# [Goal of the exercise]
Print each line of the listing once more, precisely as given.
Provided data Start Marker
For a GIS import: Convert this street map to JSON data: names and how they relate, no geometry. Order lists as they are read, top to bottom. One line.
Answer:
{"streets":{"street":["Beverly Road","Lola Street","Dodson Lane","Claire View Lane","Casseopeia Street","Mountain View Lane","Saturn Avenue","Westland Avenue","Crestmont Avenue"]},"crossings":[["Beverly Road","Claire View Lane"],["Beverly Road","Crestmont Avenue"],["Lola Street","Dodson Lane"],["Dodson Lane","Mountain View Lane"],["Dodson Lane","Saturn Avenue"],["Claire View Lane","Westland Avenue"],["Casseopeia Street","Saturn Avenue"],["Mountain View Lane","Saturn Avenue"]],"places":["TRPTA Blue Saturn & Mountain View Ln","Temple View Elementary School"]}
Provided data End Marker
# [Exercise answer]
For a GIS import: Convert this street map to JSON data: names and how they relate, no geometry. Order lists as they are read, top to bottom. One line.
Answer:
{"streets":{"street":["Beverly Road","Lola Street","Dodson Lane","Claire View Lane","Casseopeia Street","Mountain View Lane","Saturn Avenue","Westland Avenue","Crestmont Avenue"]},"crossings":[["Beverly Road","Claire View Lane"],["Beverly Road","Crestmont Avenue"],["Lola Street","Dodson Lane"],["Dodson Lane","Mountain View Lane"],["Dodson Lane","Saturn Avenue"],["Claire View Lane","Westland Avenue"],["Casseopeia Street","Saturn Avenue"],["Mountain View Lane","Saturn Avenue"]],"places":["TRPTA Blue Saturn & Mountain View Ln","Temple View Elementary School"]}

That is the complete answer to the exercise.